Jien Garson was dead, and her vision died with her.
Calix found it slightly amusing, and more than a little frustrating, that their leaders just assumed the life-support team would go along with the plan. That he and his people would participate in this misguided effort. No one had asked him, of course.
He wondered if anyone had asked Kesh, but considering a salarian was in charge, probably not.
Around him, they were stealing every gun they could get their hands on.
“Bag it all,” he said to them.
No one needed to hear it, though. They were on autopilot now. A veritable feeding frenzy of weaponry. His plan had been to take the weapons and relocate them to some hidden, out-of-the-way chamber. That would even the odds a bit, and give him a bargaining chip. Leverage to demand new leadership, and a more diverse security force. A new plan. And, of course, a full pardon for his team. Only then would he tell them where the weapons were.
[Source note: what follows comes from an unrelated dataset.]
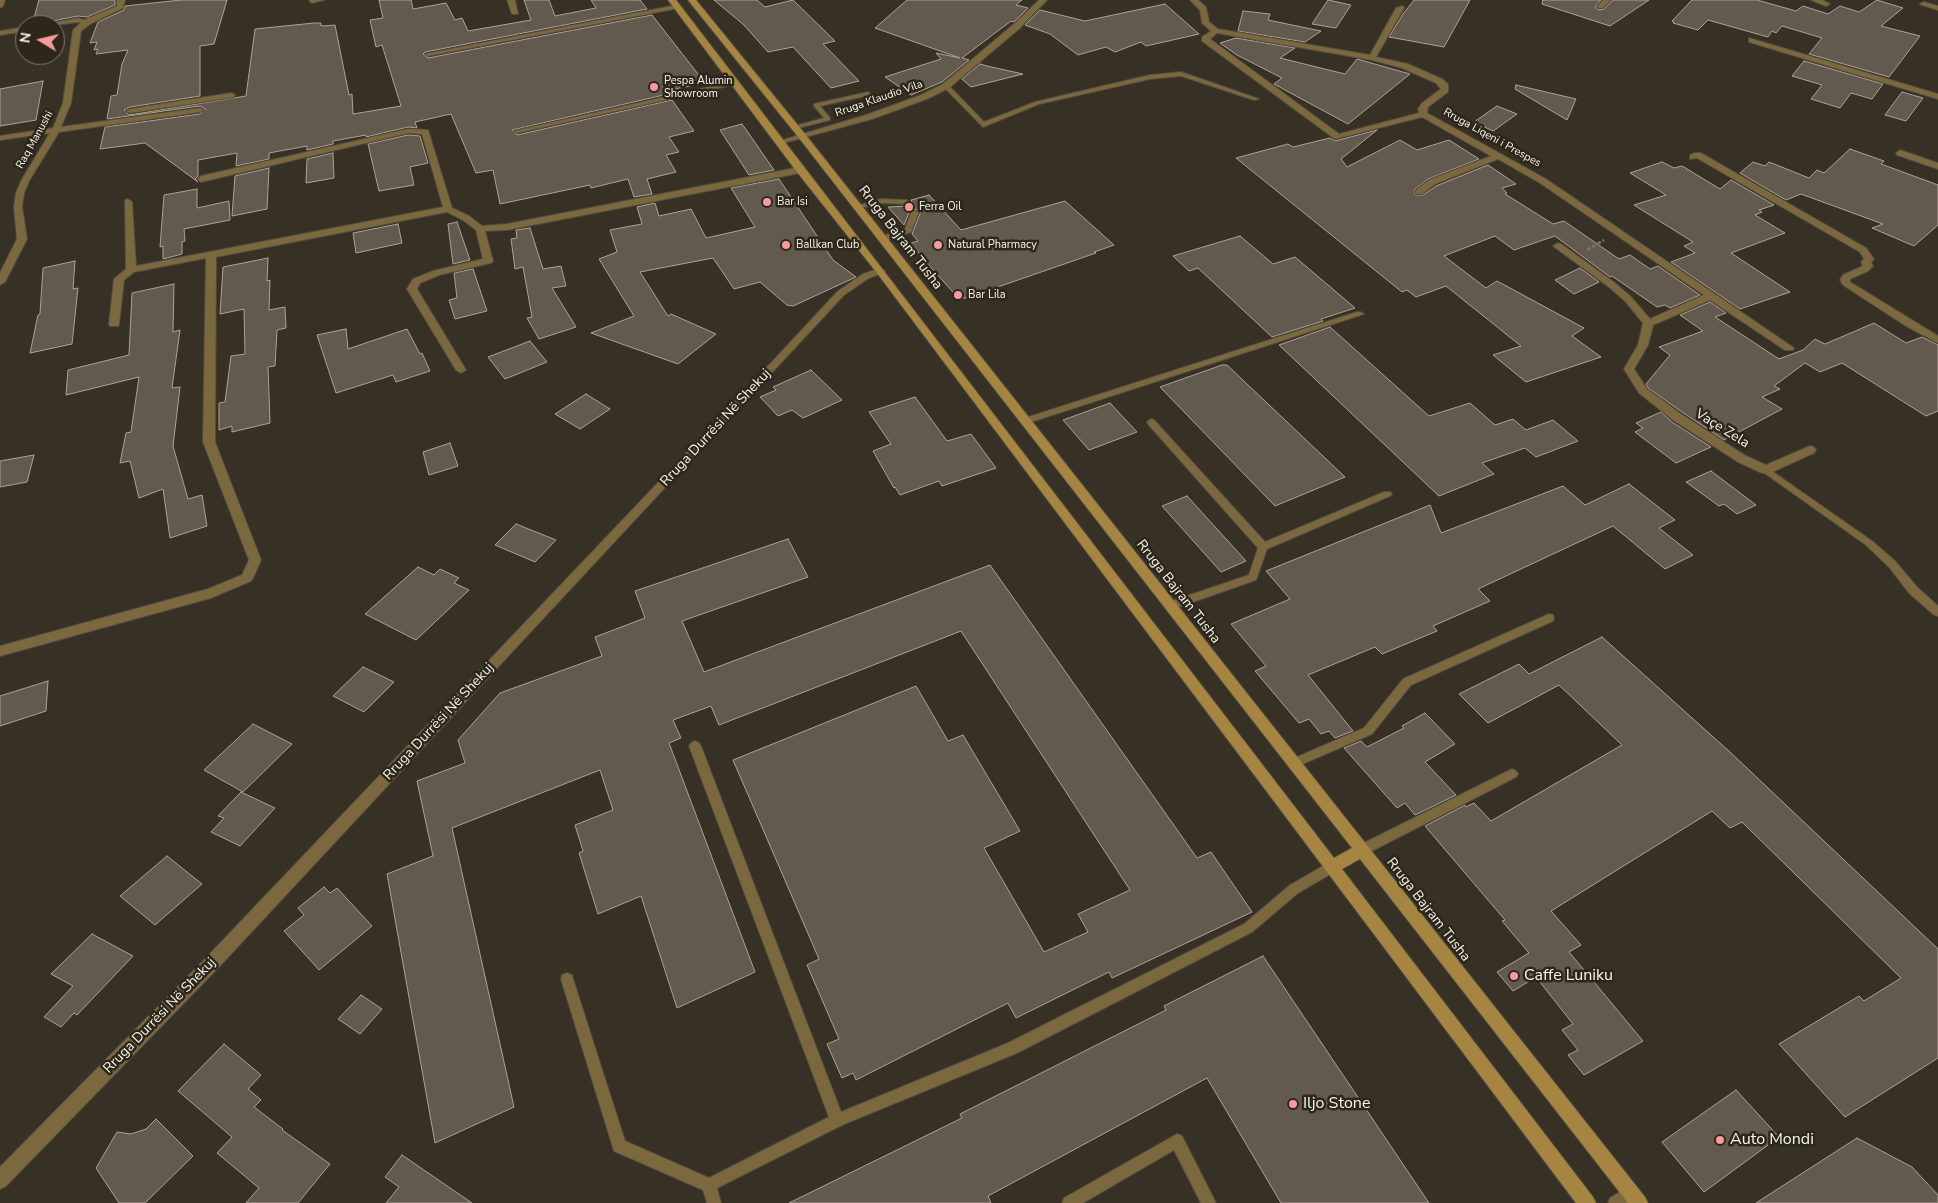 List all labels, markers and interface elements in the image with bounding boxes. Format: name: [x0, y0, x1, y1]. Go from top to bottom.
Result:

Yet standing there, watching his angry crew stuff the tools of violence into tactical bags so heavy they could barely lift their prizes, he knew they’d never agree to return them. He’d been crazy to think it himself.
“That’s enough,” he said. “Security will be back soon, and we need to be gone.”
“Where to next?” someone asked.
Calix had to think fast. He hadn’t expected this to happen so quickly, or to go like this. For a moment he felt adrift on a swift current, the one person with a raft to which everyone else had decided, inexplicably, to cling.
“After what Addison just said,” he replied, “I think we’d better get our hands on as many supplies as we can before the council barricades them.”
If they haven’t already, he amended silently.
“Even if they do, they won’t be able to stop us,” another said with a wolfish grin.
“Maybe so,” Calix admitted, “but I’d rather be the ones defending it.”
“Smart play.”
Agreement all around. Again. Calix wished they’d think for themselves a bit, but this wasn’t the time to encourage them. Far from it. No, he’d started something here, and there would be no walking away. In Andromeda, there was nowhere else to go, after all.
As they slipped out of the armory, each of them carrying two full bags and most with a third slung over their shoulders, Calix tried to picture this moment from the perspective of the bystanders. The few crew members milling about in the common room had backed up to the walls, hands outstretched, mouths agape as they watched this random group of techs walk out of security with so much gear.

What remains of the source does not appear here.